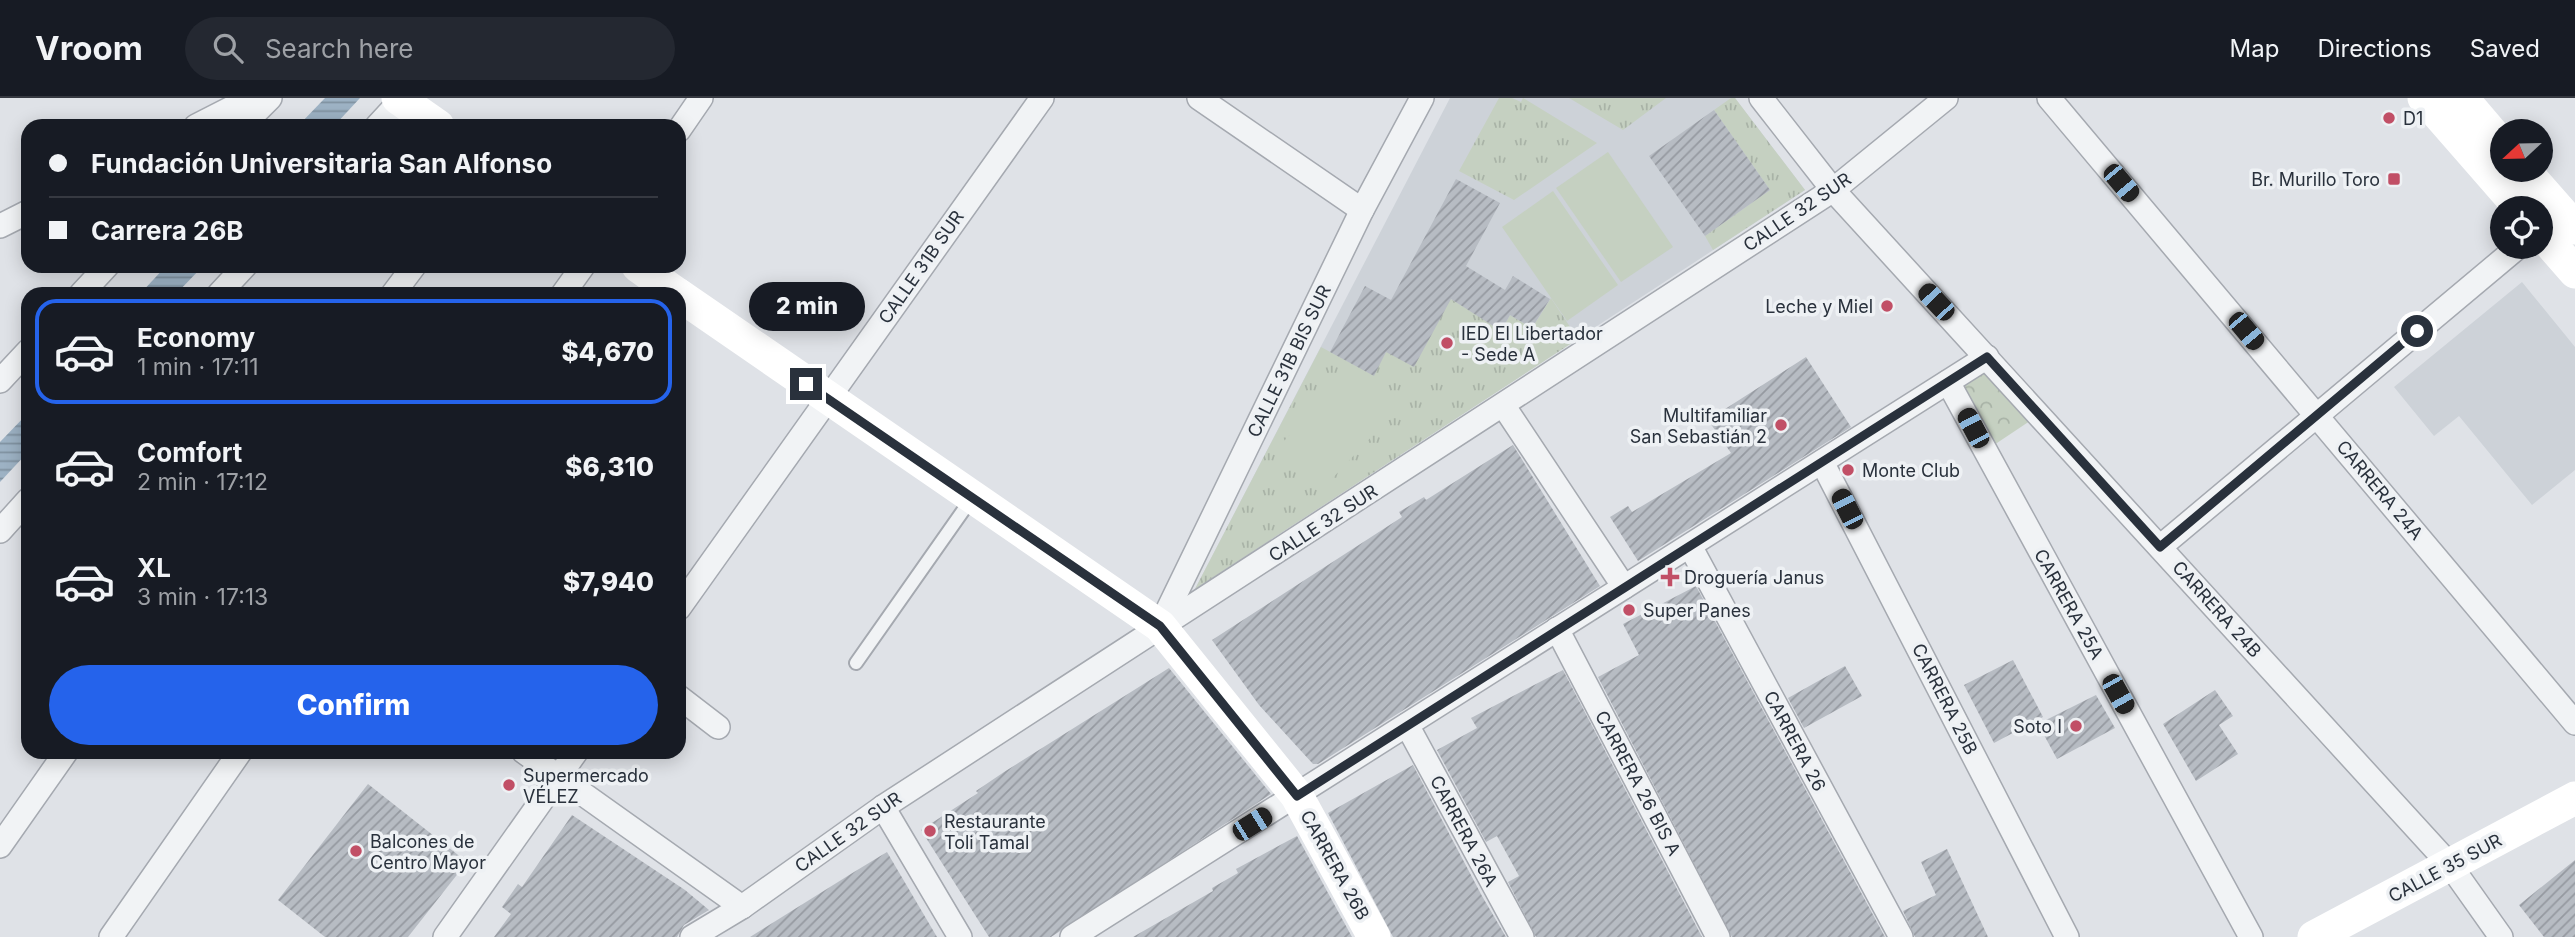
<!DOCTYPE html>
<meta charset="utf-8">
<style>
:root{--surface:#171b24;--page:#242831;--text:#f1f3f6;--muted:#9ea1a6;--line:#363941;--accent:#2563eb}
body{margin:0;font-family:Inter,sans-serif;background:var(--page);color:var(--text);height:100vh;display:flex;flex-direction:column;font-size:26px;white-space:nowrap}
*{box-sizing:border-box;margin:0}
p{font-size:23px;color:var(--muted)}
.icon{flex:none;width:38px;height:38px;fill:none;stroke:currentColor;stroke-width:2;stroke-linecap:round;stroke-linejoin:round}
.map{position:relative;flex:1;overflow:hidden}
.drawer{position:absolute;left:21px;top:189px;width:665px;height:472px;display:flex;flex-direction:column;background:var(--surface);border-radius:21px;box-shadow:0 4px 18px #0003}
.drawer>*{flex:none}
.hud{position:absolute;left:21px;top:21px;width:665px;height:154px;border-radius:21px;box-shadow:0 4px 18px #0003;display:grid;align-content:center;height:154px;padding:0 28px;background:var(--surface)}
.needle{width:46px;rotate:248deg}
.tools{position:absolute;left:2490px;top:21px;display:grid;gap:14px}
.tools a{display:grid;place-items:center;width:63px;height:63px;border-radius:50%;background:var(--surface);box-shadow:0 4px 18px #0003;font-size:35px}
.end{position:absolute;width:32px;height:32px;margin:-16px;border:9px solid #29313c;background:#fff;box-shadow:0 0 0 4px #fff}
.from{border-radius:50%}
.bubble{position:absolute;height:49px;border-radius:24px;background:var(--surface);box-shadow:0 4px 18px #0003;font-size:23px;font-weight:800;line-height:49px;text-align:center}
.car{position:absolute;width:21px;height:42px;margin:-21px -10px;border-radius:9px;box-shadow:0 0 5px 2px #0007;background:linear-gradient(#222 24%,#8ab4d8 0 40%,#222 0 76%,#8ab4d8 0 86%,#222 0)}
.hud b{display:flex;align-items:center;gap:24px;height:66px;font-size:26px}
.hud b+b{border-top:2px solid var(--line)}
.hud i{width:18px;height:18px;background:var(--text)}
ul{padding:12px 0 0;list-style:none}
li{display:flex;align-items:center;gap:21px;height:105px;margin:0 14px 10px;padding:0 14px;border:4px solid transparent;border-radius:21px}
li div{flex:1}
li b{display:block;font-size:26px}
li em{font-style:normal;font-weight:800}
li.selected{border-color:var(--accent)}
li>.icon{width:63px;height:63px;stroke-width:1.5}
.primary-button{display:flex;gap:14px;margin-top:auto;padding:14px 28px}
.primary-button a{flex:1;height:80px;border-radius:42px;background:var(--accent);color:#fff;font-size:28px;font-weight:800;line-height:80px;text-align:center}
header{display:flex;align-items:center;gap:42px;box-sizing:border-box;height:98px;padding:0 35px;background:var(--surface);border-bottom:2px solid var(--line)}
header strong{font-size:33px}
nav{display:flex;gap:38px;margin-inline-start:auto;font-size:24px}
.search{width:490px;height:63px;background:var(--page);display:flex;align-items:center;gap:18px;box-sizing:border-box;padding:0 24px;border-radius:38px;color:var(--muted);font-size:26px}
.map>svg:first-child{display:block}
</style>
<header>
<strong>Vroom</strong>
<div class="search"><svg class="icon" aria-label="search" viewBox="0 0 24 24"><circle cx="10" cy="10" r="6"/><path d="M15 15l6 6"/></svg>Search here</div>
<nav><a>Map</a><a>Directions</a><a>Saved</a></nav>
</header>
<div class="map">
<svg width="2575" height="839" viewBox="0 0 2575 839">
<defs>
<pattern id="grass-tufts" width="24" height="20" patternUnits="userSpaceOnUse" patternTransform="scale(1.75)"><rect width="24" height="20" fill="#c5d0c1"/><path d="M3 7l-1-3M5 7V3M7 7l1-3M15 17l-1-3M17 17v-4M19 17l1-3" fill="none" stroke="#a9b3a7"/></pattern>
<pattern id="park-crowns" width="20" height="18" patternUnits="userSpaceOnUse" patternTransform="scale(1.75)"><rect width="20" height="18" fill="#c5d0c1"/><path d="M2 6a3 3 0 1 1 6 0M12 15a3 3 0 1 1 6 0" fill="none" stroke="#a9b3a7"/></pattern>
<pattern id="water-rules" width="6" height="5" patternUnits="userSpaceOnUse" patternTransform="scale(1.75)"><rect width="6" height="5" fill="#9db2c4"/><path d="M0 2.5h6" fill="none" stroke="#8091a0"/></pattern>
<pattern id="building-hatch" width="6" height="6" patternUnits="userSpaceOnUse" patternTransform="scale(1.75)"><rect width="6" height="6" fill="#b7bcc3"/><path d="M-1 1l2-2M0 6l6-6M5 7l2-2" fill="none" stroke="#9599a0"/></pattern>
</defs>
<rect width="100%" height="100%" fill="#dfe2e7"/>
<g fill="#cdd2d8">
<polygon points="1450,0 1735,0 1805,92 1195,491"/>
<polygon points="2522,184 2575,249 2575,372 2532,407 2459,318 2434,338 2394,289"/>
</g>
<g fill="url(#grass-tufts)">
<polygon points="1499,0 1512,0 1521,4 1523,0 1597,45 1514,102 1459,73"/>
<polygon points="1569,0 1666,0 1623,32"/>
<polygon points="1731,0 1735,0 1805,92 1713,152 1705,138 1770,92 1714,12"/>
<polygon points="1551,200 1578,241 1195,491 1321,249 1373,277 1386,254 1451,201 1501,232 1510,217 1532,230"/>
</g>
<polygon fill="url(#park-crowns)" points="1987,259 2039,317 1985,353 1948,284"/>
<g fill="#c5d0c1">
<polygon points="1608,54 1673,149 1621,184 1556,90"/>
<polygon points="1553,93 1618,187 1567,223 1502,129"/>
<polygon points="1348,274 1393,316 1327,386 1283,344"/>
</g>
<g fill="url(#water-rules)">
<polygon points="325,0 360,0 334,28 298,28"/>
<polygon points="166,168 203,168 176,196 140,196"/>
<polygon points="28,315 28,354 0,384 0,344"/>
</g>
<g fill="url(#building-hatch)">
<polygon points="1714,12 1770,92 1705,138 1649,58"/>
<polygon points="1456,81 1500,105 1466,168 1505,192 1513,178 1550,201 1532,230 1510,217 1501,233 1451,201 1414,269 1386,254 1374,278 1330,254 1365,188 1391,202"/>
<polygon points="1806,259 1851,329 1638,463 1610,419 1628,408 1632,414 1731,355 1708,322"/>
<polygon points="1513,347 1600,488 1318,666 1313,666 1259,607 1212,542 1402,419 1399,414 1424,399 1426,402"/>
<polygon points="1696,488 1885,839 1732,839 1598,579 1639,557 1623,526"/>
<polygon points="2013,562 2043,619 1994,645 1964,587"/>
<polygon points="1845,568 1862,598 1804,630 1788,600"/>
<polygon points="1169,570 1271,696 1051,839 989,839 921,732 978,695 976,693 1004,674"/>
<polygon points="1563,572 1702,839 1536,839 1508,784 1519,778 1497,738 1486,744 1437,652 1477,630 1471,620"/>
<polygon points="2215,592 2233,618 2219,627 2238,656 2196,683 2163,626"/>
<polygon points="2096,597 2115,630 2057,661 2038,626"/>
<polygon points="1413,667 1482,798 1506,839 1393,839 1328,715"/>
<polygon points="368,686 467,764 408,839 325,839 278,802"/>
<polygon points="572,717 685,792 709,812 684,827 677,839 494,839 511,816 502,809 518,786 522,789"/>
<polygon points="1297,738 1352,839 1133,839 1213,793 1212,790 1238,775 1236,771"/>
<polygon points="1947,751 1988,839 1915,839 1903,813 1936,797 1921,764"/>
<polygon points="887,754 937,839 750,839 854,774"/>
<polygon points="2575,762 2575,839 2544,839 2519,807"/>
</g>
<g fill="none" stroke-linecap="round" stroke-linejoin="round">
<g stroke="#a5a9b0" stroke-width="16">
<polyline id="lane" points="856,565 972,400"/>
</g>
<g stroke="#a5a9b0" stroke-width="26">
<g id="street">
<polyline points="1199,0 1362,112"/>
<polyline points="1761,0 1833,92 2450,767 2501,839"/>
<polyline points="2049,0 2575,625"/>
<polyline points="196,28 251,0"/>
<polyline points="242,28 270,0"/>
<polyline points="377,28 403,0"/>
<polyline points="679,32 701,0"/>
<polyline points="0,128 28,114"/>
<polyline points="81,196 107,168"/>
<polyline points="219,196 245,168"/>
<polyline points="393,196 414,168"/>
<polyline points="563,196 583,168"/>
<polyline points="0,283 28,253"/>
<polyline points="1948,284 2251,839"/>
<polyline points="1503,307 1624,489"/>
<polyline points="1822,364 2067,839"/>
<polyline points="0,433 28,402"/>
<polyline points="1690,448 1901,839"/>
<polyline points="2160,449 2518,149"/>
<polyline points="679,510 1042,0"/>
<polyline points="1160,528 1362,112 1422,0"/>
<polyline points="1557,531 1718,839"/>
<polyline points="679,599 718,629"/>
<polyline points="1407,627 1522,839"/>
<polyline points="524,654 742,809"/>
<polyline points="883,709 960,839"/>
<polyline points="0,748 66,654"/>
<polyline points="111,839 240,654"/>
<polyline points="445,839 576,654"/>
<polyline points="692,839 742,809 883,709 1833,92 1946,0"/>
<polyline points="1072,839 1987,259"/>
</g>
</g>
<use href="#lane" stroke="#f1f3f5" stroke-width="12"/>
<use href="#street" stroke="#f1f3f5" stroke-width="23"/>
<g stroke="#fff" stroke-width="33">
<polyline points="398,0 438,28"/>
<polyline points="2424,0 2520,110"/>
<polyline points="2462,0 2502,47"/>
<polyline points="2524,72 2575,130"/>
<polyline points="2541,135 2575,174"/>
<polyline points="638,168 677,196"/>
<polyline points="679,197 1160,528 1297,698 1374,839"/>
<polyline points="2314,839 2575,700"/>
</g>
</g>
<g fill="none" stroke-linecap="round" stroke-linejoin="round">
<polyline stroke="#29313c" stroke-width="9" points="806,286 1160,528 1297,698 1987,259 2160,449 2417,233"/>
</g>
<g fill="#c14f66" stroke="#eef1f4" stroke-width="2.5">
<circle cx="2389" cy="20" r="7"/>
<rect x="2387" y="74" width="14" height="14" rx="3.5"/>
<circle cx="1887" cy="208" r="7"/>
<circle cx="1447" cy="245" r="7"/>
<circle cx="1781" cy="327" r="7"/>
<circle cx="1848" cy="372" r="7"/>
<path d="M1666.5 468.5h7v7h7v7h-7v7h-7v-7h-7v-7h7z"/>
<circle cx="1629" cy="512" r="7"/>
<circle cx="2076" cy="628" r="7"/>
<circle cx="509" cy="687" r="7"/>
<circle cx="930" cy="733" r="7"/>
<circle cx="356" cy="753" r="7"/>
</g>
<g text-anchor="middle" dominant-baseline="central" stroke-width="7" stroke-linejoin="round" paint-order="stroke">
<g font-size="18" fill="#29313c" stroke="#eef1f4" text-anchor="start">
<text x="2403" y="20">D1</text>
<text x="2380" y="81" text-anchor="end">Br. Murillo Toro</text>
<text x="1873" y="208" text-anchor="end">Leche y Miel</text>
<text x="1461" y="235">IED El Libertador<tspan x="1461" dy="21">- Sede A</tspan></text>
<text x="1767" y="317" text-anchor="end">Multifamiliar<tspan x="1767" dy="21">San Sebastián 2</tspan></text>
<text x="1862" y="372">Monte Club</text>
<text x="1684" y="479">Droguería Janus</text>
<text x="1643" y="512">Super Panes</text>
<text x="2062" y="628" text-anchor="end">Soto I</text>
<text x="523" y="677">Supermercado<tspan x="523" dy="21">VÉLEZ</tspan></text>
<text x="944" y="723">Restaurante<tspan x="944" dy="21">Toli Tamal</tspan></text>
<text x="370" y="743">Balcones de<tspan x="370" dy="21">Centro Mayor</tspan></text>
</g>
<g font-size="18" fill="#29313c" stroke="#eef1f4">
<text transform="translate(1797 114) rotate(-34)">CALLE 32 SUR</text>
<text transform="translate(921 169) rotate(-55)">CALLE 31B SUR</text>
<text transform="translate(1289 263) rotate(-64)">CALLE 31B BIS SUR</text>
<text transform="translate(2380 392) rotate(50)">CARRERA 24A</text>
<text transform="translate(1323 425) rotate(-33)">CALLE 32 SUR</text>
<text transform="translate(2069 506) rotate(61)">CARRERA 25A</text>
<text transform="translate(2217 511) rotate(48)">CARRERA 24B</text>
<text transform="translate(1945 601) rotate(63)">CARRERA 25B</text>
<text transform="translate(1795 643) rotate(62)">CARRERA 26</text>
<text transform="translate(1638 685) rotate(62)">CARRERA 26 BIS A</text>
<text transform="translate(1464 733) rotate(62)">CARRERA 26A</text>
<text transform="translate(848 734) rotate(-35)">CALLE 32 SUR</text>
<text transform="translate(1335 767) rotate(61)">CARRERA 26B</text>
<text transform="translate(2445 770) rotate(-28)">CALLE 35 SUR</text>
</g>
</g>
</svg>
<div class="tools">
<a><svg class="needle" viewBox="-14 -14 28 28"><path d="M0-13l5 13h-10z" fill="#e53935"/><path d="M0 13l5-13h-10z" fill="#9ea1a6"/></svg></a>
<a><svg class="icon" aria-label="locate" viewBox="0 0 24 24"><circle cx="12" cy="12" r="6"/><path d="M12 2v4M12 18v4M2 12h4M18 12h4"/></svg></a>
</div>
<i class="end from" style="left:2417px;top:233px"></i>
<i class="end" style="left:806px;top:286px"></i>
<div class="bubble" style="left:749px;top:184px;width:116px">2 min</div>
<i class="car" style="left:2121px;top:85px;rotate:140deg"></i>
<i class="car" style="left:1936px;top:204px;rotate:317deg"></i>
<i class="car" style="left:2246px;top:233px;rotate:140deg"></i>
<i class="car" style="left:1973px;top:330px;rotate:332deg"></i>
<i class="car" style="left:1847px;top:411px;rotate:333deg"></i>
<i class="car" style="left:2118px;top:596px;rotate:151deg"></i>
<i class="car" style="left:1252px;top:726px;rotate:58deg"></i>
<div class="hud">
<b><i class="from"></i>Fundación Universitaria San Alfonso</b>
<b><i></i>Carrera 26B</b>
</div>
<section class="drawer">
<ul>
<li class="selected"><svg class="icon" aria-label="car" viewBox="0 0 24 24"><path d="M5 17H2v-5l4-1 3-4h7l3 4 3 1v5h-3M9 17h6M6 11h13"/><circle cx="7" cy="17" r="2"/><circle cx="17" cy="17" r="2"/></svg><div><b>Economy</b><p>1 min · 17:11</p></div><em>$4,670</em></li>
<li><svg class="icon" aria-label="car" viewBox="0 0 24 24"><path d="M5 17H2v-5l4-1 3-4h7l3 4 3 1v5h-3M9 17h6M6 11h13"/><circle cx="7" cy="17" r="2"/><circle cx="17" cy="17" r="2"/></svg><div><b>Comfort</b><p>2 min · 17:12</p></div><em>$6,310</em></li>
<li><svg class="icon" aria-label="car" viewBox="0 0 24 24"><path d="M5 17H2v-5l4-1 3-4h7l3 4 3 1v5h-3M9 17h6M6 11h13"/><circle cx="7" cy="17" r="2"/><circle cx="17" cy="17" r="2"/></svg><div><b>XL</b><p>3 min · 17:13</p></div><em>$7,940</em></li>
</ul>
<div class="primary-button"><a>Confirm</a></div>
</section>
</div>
▬▬▬▬▬▬▬▬▬▬
**TASK INSTRUCTIONS**
Using the listing above, locate the lines that hold "bubble" and copy each one.

**EXERCISE RESPONSE**
.bubble{position:absolute;height:49px;border-radius:24px;background:var(--surface);box-shadow:0 4px 18px #0003;font-size:23px;font-weight:800;line-height:49px;text-align:center}
<div class="bubble" style="left:749px;top:184px;width:116px">2 min</div>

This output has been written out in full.